MySQL syntax compatibility

The standard CREATE TABLE syntax of AnalyticDB for MySQL must contain the DISTRIBUTED BY ... clause. The CREATE TABLE syntax of MySQL does not contain the DISTRIBUTED BY ... clause. By default, AnalyticDB for MySQL is compatible with the CREATE TABLE syntax of MySQL. You can use one of the following methods to resolve the compatibility issues caused by the DISTRIBUTED BY ... clause:

  • By default, if a MySQL table contains a primary key, AnalyticDB for MySQL uses the primary key as the COLUMN value of the DISTRIBUTED BY COLUMN clause.
    CREATE TABLE t (c1 bigint, c2 int, c3 varchar, primary key(c1,c2));
    Query OK, 0 rows affected (2.37 sec)
    
    SHOW CREATE TABLE t;
    +-------+-------------------------------------------------------------------------------------------------------------------------------+
    | Table | Create Table                                                                                                                  |
    +-------+-------------------------------------------------------------------------------------------------------------------------------+
    | t     | Create Table `t` (
     `c1` bigint,
     `c2` int,
     `c3` varchar,
     primary key (c1,c2)
    ) DISTRIBUTED BY HASH(`c1`,`c2`) INDEX_ALL='Y' |
    +-------+-------------------------------------------------------------------------------------------------------------------------------+
    1 row in set (0.04 sec)
  • If a MySQL table does not contain a primary key, AnalyticDB for MySQL automatically adds the __adb_auto_id__ column to the table and uses this column as the primary key and the COLUMN value of the DISTRIBUTED BY COLUMN clause.
    CREATE TABLE t (c1 bigint, c2 int, c3 varchar);
    Query OK, 0 rows affected (0.50 sec)
    
    SHOW CREATE TABLE t;
    +-------+-------------------------------------------------------------------------------------------------------------------------------------------------------------------------------------------+
    | Table | Create Table                                                                                                                                                                              |
    +-------+-------------------------------------------------------------------------------------------------------------------------------------------------------------------------------------------+
    | t     | Create Table `t` (
     `c1` bigint,
     `c2` int,
     `c3` varchar,
     `__adb_auto_id__` bigint AUTO_INCREMENT,
     primary key (__adb_auto_id__)
    ) DISTRIBUTED BY HASH(`__adb_auto_id__`) INDEX_ALL='Y' |
    +-------+-------------------------------------------------------------------------------------------------------------------------------------------------------------------------------------------+
    1 row in set (0.04 sec)

Specify storage policies of cold and hot data when you create a table

Note Only AnalyticDB for MySQL elastic clusters support the tiered storage of hot and cold data feature.

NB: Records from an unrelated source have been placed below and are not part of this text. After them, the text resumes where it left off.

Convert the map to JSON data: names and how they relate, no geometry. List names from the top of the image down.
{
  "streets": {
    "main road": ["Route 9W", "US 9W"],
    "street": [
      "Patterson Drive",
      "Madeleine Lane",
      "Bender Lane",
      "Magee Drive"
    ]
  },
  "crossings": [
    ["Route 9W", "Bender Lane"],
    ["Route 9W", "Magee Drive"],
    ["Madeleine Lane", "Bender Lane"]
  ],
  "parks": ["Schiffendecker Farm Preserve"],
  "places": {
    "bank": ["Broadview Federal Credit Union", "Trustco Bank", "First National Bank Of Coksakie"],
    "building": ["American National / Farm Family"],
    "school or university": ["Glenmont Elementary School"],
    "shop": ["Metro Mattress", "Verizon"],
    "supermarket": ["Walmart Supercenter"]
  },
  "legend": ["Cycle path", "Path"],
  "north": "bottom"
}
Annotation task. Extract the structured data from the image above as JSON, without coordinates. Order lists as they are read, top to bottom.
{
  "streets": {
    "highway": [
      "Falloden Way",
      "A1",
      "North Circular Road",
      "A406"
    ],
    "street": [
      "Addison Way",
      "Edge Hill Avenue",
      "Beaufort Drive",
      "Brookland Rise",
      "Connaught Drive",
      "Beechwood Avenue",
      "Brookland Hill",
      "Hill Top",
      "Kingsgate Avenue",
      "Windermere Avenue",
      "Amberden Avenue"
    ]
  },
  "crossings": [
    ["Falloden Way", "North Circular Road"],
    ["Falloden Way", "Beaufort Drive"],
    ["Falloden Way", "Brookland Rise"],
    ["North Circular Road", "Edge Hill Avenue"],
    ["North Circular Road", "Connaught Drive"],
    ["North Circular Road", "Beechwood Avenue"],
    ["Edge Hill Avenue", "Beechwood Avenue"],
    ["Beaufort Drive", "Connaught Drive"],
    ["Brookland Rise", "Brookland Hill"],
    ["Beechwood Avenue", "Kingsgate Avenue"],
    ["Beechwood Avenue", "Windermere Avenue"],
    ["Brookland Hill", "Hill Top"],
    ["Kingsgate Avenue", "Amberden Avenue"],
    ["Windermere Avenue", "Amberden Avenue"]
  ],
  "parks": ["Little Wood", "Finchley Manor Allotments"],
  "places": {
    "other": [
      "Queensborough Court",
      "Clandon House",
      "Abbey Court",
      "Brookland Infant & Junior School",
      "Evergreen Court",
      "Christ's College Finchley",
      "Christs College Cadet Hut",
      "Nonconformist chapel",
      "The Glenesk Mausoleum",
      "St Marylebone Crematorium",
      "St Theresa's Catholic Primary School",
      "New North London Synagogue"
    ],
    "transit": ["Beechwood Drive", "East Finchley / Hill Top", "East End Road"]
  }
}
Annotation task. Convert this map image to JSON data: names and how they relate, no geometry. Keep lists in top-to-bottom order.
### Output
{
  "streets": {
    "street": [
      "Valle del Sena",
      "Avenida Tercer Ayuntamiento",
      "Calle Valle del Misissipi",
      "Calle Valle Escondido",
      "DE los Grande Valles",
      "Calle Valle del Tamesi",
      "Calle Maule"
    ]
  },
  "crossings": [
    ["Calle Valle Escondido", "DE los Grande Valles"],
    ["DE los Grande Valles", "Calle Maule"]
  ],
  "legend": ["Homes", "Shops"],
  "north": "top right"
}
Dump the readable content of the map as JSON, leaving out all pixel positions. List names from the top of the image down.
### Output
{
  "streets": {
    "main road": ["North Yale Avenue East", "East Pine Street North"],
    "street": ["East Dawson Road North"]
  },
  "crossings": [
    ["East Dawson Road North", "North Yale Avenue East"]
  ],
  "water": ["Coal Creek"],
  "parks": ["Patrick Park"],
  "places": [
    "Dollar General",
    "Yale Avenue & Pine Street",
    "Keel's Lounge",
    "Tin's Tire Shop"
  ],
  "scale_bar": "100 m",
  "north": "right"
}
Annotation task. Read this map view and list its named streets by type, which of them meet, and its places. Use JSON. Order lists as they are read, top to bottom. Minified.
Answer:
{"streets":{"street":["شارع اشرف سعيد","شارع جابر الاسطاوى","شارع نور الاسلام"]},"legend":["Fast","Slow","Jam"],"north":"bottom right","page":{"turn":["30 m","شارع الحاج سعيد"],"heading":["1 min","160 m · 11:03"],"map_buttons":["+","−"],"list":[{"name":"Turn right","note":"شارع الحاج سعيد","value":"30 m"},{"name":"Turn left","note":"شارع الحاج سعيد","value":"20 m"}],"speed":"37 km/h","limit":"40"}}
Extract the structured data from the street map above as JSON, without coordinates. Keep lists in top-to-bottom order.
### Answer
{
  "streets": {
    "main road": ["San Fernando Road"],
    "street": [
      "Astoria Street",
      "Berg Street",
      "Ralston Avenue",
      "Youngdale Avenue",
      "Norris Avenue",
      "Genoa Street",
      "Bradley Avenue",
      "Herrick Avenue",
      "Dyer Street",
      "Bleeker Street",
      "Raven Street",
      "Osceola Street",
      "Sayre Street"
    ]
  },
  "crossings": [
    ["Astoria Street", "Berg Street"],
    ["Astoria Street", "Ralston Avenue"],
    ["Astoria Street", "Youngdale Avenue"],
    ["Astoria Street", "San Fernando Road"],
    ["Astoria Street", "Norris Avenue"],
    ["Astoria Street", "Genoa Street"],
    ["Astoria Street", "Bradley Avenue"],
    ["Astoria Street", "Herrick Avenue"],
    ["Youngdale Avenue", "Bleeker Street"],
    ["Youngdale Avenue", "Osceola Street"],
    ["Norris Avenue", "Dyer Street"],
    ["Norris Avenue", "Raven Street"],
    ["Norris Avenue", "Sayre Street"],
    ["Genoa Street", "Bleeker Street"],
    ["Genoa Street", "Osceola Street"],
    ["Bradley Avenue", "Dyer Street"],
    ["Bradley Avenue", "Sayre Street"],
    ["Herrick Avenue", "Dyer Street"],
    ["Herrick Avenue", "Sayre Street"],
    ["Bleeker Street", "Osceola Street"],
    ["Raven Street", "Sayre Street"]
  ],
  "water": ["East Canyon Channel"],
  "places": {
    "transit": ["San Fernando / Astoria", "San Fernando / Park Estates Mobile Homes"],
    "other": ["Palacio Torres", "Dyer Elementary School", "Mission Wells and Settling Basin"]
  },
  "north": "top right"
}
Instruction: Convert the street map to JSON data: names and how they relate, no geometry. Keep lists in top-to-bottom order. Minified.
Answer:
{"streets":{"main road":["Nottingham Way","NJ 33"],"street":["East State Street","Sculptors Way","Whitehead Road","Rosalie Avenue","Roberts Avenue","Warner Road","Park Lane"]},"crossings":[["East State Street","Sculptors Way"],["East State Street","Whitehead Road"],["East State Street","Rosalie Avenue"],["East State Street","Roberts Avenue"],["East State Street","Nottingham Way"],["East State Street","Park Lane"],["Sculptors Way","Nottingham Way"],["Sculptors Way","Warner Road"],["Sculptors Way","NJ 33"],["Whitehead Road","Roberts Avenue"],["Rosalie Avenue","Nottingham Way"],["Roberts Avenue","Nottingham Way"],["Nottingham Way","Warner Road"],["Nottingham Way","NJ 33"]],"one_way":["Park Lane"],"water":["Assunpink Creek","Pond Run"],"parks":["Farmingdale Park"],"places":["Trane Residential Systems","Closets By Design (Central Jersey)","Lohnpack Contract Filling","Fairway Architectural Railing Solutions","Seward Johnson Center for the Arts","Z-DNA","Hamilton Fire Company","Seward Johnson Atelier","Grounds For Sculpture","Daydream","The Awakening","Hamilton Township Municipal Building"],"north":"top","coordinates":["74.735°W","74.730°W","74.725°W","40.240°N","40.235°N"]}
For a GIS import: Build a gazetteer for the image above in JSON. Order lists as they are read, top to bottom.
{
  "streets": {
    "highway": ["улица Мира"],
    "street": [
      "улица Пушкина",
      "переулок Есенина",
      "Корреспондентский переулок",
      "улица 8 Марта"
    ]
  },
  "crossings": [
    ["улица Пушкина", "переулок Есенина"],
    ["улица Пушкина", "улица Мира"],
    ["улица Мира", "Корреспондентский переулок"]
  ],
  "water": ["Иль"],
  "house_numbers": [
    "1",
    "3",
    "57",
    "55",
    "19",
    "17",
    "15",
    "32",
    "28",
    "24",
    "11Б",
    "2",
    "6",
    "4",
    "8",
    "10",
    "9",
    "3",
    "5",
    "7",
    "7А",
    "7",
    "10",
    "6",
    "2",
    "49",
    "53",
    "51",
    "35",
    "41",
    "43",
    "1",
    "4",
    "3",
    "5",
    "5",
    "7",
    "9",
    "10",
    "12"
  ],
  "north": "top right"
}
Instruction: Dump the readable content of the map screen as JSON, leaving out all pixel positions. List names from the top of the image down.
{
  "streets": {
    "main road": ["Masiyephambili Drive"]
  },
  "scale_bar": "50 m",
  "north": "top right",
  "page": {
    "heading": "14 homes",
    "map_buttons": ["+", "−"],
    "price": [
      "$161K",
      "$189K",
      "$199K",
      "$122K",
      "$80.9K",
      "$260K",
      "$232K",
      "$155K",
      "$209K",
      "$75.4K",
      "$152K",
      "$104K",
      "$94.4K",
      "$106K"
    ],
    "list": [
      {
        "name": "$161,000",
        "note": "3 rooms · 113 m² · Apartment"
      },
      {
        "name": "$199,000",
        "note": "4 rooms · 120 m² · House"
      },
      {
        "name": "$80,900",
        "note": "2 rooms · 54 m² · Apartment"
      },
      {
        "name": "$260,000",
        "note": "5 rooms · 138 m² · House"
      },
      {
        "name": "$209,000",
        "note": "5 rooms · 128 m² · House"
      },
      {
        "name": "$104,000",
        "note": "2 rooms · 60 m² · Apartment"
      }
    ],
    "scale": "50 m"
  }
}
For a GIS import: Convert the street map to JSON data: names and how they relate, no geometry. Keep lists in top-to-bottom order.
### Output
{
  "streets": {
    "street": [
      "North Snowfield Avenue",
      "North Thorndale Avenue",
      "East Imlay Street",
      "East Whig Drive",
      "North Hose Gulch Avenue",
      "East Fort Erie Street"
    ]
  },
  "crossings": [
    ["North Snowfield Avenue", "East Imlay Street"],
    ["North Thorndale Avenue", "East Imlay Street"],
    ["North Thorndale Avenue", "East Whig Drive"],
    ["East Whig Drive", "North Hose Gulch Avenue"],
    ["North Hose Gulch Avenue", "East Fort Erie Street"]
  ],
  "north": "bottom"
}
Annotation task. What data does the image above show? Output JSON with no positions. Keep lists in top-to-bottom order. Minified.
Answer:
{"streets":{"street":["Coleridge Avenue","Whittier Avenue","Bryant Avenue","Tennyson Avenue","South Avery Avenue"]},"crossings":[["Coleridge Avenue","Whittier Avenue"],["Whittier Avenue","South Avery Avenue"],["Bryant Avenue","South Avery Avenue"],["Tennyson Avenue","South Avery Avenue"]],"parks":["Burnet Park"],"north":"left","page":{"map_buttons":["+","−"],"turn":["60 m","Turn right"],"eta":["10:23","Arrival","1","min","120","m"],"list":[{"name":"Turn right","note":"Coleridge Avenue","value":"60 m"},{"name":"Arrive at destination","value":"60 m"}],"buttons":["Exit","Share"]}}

You can specify the storage policy when you create a table.

CREATE TABLE [IF NOT EXISTS] table_name
  ({column_name column_type [column_attributes] [ column_constraints ] [COMMENT 'string']
  | table_constraints}
   [, ... ]  )
   table_attribute
   [partition_options]
   [storage_policy]
   [AS] query_expression
   COMMENT 'string'
   
storage_policy:
   STORAGE_POLICY= 'HOT'|'COLD'|'MIXED' [hot_partition_count=N]
Example 1: Specify the cold storage policy when you create a table
CREATE TABLE test_table (
 L_ORDERKEY bigint NOT NULL,
 L_LINENUMBER int NOT NULL,
 L_SHIPDATE date NOT NULL,
 dummy varchar,
 primary key (l_orderkey,l_linenumber,l_shipdate)
) DISTRIBUTE BY HASH(l_orderkey) 
PARTITION BY VALUE(date_format(l_shipdate, '%Y%m')) LIFECYCLE 200 INDEX_ALL='Y' 
STORAGE_POLICY='COLD';
Example 2: Specify the hot storage policy when you create a table
CREATE TABLE test_table (
 L_ORDERKEY bigint NOT NULL,
 L_LINENUMBER int NOT NULL,
 L_SHIPDATE date NOT NULL,
 dummy varchar,
 primary key (l_orderkey,l_linenumber,l_shipdate)
) DISTRIBUTE BY HASH(l_orderkey) 
PARTITION BY VALUE(date_format(l_shipdate, '%Y%m')) LIFECYCLE 200 INDEX_ALL='Y' 
STORAGE_POLICY='HOT';
Example 3: Specify the mixed storage policy and set the number of partitions that use the hot storage policy to 16 when you create a table
CREATE TABLE test_table (
 L_ORDERKEY bigint NOT NULL,
 L_LINENUMBER int NOT NULL,
 L_SHIPDATE date NOT NULL,
 dummy varchar,
 primary key (l_orderkey,l_linenumber,l_shipdate)
) DISTRIBUTE BY HASH(l_orderkey) 
PARTITION BY VALUE(date_format(l_shipdate, '%Y%m')) LIFECYCLE 200 INDEX_ALL='Y' 
STORAGE_POLICY='MIXED' HOT_PARTITION_COUNT=16;

Create a table that has a vector index

You can create an ann index when you create a table. The syntax to create an ann index:
ann index [index_name] (col_name,...)] [algorithm=HNSW_PQ ] [dis_function=SquaredL2]
Example:
CREATE TABLE fact_tb (  
xid bigint not null,  
cid bigint not null,  
uid varchar not null,  
vid varchar not null,  
wid varchar not null,  
short_feature array < smallint >(32),  
float_feature array < float >(32),  
ann index short_feature_index(short_feature), 
ann index float_feature_index(float_feature),  
PRIMARY KEY (xid, cid, vid)
) DISTRIBUTE BY HASH(xid) PARTITION BY VALUE(cid) LIFECYCLE 4
Parameters:
  • short_feature/float_feature: the name of the vector column. You can customize this parameter value.
  • array<float>(32): the data type of the vector column and the dimension of the vector. You can customize this parameter value. You must specify the dimension of the vector. Valid values: float, byte, and short. Define the type of the feature_data column as 512. Example:
    feature_data` array<float>(512)
  • ann: the system keyword
  • index: the system keyword
  • short_feature_index/float_feature_index: the name of the index. You can customize this parameter value. Create a vector index on the feature_data column:
    ann index ecnn_index(`FEATURE_DATA`) algorithm=HNSW_PQ dis_function=SquaredL2

    You can ignore the algorithm and dis_function parameters. The default value of the algorithm parameter is HNSW_PQ. The default value of the dis_function parameter is SquaredL2.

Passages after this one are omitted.